Thrombosis is more common in veins than in arteries, because slowing of the blood-stream and irritation of the endothelium of the vessel wall are, owing to the conditions of the venous circulation, more readily induced in veins.
Venous thrombosis may occur from purely mechanical causes—as, for example, when the wall of a vein is incised, or the vessel included in a ligature, or when it is bruised or crushed by a fragment of a broken bone or by a bandage too tightly applied. Under these conditions is essentially a reparative process, and has already been considered in relation to the repair of blood vessels.
In other cases thrombosis is associated with certain constitutional diseases—gout, for example; the endothelium of the veins undergoing changes—possibly the result of irritation by abnormal constituents in the blood—which favour the formation of thrombi.
Under these various conditions the formation of a thrombus is not necessarily with the action of bacteria, although in any of them this additional factor may be present.
The most common cause of venous thrombosis, however, is inflammation of the wall of the vein—phlebitis.
Phlebitis.—Various forms of phlebitis are met with, but for practical purposes they may be divided into two groups—one in which there is a tendency to the formation of a thrombus; the other in which the infective element predominates.
In surgical patients, the thrombotic form is almost invariably met with in the lower extremity, and usually occurs in those who are debilitated and anśmic, and who are confined to bed for prolonged periods—for example, during the treatment of fractures of the leg or pelvis, or after such operations as herniotomy, prostatectomy, or appendectomy.

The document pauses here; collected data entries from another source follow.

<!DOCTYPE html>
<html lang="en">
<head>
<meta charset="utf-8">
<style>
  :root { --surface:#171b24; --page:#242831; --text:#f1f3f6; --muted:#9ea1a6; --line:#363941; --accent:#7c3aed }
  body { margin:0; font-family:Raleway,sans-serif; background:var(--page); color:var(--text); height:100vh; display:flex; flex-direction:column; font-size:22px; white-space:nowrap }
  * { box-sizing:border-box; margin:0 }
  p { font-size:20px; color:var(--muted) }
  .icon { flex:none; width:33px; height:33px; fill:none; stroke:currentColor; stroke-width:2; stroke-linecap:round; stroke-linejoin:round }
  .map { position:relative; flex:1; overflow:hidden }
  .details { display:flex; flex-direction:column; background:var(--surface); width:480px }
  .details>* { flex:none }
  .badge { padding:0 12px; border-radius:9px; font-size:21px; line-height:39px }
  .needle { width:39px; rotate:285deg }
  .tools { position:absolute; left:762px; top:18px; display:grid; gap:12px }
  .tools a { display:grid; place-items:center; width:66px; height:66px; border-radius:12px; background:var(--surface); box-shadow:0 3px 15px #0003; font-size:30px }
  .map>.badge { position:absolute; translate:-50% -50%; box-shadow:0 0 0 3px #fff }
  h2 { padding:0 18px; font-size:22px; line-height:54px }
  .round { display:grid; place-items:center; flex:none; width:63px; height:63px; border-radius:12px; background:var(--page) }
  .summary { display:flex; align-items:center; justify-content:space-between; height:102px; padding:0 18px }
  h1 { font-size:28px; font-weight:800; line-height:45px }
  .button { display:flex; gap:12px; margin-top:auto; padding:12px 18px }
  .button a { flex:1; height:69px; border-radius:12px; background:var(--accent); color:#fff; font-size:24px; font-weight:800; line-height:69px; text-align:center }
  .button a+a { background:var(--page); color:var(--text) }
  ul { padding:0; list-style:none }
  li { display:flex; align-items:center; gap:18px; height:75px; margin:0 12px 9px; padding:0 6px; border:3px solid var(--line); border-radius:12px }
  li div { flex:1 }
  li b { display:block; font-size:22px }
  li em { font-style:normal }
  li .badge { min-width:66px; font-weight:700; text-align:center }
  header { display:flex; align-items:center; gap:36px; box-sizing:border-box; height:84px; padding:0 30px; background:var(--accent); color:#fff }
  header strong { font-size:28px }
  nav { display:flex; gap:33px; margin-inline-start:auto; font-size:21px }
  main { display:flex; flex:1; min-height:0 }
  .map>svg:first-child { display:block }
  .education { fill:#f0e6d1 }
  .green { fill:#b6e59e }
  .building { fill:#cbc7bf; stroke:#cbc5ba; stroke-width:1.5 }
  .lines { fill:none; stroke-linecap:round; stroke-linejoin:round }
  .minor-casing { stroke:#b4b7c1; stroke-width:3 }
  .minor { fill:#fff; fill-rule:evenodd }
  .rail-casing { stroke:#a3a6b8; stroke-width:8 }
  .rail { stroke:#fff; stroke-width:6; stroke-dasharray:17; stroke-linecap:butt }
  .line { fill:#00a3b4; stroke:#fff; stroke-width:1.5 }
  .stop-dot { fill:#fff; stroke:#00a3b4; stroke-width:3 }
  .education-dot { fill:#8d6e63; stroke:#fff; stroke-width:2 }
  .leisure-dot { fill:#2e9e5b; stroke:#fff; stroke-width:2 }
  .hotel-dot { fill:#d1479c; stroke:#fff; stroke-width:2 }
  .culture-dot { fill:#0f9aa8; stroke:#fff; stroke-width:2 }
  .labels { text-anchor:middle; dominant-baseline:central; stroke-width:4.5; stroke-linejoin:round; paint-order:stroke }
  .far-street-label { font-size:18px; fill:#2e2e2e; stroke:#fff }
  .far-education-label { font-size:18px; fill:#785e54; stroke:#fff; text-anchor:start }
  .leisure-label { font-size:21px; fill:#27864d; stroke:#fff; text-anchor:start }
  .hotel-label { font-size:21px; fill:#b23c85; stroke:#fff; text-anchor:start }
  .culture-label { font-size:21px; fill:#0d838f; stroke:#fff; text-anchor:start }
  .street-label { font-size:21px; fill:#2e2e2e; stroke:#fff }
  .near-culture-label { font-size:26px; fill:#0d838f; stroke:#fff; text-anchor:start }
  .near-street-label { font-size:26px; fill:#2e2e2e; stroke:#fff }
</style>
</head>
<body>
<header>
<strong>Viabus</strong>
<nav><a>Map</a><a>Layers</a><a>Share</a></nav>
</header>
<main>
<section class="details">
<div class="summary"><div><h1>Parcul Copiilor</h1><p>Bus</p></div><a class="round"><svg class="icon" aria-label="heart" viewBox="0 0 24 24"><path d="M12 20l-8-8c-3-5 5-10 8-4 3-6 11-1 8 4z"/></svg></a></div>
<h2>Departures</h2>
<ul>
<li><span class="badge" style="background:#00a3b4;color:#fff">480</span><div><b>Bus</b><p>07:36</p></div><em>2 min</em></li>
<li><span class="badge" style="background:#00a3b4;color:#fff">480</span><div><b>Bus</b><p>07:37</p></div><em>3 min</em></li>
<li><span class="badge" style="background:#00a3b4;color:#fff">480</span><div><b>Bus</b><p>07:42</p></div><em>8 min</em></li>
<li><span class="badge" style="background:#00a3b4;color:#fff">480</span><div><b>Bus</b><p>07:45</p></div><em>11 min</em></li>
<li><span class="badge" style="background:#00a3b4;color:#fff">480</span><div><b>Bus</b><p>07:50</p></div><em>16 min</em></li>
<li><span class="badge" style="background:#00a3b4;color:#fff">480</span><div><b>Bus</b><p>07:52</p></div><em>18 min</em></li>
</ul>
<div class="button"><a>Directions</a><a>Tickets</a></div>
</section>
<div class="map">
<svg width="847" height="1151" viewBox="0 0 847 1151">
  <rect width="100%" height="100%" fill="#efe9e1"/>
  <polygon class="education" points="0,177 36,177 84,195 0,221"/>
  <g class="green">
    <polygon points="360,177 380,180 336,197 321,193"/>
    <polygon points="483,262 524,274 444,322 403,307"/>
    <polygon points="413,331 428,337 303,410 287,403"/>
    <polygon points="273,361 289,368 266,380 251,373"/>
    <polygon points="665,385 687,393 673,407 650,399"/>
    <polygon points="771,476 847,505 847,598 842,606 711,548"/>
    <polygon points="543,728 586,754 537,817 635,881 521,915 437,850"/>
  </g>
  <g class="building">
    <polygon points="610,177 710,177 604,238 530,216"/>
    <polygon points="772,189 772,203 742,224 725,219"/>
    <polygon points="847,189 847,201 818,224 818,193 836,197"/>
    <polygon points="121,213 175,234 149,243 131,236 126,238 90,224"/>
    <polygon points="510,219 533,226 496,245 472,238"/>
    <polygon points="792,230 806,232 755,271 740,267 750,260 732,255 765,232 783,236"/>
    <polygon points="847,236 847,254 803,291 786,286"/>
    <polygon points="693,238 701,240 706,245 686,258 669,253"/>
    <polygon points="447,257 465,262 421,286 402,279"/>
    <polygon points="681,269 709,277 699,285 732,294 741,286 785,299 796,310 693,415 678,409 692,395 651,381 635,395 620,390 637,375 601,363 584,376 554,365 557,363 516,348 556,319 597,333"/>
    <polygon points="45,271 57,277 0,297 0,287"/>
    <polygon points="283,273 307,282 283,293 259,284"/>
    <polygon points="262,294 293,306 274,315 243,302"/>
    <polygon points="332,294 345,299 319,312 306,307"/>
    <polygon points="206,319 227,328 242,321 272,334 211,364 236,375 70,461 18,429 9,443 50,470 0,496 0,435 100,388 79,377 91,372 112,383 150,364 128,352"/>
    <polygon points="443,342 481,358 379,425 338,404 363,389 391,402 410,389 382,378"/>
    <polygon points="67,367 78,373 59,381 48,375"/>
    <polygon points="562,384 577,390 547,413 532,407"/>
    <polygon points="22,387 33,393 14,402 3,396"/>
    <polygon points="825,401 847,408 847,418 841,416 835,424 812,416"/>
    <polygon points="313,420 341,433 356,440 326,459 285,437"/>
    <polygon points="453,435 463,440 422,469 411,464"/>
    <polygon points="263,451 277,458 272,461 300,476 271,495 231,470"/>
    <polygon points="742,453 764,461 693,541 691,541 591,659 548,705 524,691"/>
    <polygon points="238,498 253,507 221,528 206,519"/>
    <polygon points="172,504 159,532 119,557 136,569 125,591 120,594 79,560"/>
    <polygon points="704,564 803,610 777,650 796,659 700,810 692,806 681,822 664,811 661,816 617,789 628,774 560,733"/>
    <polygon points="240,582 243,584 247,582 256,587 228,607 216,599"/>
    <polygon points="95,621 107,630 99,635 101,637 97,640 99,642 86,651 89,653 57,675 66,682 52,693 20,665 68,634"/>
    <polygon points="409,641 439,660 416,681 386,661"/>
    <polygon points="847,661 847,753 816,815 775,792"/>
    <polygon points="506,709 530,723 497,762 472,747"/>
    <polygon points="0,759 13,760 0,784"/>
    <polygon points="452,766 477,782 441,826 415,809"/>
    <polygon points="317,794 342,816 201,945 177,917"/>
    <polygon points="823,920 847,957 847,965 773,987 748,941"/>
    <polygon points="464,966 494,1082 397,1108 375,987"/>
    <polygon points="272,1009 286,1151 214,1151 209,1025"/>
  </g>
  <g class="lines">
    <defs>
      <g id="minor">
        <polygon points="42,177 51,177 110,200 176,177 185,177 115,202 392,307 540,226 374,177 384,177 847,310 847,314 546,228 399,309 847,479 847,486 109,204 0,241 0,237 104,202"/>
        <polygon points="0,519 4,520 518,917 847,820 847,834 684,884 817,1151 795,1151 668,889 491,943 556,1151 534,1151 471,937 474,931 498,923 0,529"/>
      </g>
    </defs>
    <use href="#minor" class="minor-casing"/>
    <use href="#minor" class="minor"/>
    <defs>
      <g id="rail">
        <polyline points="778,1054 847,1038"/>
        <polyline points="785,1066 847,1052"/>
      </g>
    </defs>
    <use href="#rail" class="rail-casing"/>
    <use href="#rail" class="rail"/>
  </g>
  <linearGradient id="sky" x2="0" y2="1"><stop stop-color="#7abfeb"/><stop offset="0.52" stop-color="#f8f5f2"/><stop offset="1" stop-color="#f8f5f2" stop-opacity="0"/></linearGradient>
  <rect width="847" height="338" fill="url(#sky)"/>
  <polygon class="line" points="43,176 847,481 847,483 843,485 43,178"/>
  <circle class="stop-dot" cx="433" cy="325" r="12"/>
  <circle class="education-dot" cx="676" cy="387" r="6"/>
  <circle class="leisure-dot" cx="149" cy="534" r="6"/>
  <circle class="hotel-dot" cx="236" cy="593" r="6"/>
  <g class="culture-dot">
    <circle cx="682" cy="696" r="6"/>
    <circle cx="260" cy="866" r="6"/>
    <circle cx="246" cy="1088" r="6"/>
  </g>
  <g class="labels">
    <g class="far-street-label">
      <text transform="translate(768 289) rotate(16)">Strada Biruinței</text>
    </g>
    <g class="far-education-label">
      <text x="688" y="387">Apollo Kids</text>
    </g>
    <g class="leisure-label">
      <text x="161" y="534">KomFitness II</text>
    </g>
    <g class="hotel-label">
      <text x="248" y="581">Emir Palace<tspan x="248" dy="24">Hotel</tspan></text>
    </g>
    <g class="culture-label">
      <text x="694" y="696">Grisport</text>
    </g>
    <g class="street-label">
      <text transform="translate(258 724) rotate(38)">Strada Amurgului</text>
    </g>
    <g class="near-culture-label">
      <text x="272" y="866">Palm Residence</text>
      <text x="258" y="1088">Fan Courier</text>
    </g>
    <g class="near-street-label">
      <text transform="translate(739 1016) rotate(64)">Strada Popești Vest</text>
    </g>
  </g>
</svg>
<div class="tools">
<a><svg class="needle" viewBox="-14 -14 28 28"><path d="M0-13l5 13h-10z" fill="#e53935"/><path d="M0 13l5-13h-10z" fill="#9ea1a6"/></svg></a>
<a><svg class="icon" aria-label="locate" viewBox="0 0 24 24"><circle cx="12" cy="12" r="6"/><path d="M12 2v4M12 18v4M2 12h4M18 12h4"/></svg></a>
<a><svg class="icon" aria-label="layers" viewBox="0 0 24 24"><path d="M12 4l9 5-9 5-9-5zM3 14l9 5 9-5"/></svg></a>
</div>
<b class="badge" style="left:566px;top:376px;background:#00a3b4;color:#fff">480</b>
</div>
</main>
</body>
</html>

Clinical Features.—The most typical example of this form of phlebitis is that so frequently met with in the great saphena vein, especially when it is varicose. The onset of the attack is indicated by a sudden pain in the lower limb—sometimes below, sometimes above the knee. This initial pain may be associated with shivering or even with a rigor, and the temperature usually rises one or two degrees. There is swelling and tenderness along the line of the affected vein, and the skin over it is a dull-red or purple colour. The swollen vein may be felt as a firm cord, with bead-like enlargements in the position of the valves. The patient experiences a feeling of stiffness and tightness throughout the limb. There is often œdema of the leg and foot, especially when the limb is in the dependent position. The acute symptoms pass off in a few days, but the swelling and tenderness of the vein and the œdema of the limb may last for many weeks.
When the deep veins—iliac, femoral, popliteal—are involved, there is great swelling of the whole limb, which is of a firm almost “wooden” consistence, and of a pale-white colour; the œdema may be so great that it is impossible to feel the affected vein until the swelling has subsided. This is most often seen in puerperal women, and is known as phlegmasia alba dolens.
Treatment.—The patient must be placed at absolute rest, with the foot of the bed raised on blocks 10 or 12†inches high, and the limb immobilised by sand-bags or splints. It is necessary to avoid handling the parts, lest the clot be displaced and embolism occur. To avoid frequent movement of the limb, the necessary dressings should be kept in position by means of a many-tailed rather than a roller bandage.
To relieve the pain, warm fomentations or lead and opium lotion should be applied. Later, ichthyol-glycerin, or glycerin and belladonna, may be substituted.
When, at the end of three weeks, the danger of embolism is past, douching and gentle massage may be employed to disperse the œdema; and when the patient gets up he should wear a supporting elastic bandage.
The infective form usually begins as a peri-phlebitis arising in connection with some focus of infection in the adjacent tissues. The elements of the vessel wall are destroyed by suppuration, and the thrombus in its lumen becomes infected with pyogenic bacteria and undergoes softening.
Occlusion of the inferior vena cava as a result of infective thrombosis is a well-known condition, the thrombosis extending into the main trunk from some of its tributaries, either from the femoral or iliac veins below or from the hepatic veins above.
Portions of the softened thrombus are liable to become detached and to enter the circulating blood, in which they are carried as emboli. These may lodge in distant parts, and give rise to secondary foci of suppuration—pyśmic abscesses.
Clinical Features.—Infective phlebitis is most frequently met with in the transverse sinus as a sequel to chronic suppuration in the mastoid antrum and middle ear. It also occurs in relation to the peripheral veins, but in these it can seldom be recognised as a separate entity, being merged in the general infective process from which it takes origin. Its occurrence may be inferred, if in the course of a suppurative lesion there is a sudden rise of temperature, with pain, redness, and swelling along the line of a venous trunk, and a rapidly developed œdema of the limb, with pitting of the skin on pressure. In rare cases a localised abscess forms in the vein and points towards the surface.
Treatment.—Attention must be directed towards the condition with which the phlebitis is associated. Ligation of the vein on the cardiac side of the thrombus with a view to preventing embolism is seldom feasible in the peripheral veins, although, as will be pointed out later, the jugular vein is ligated with this object in cases of phlebitis of the transverse sinus.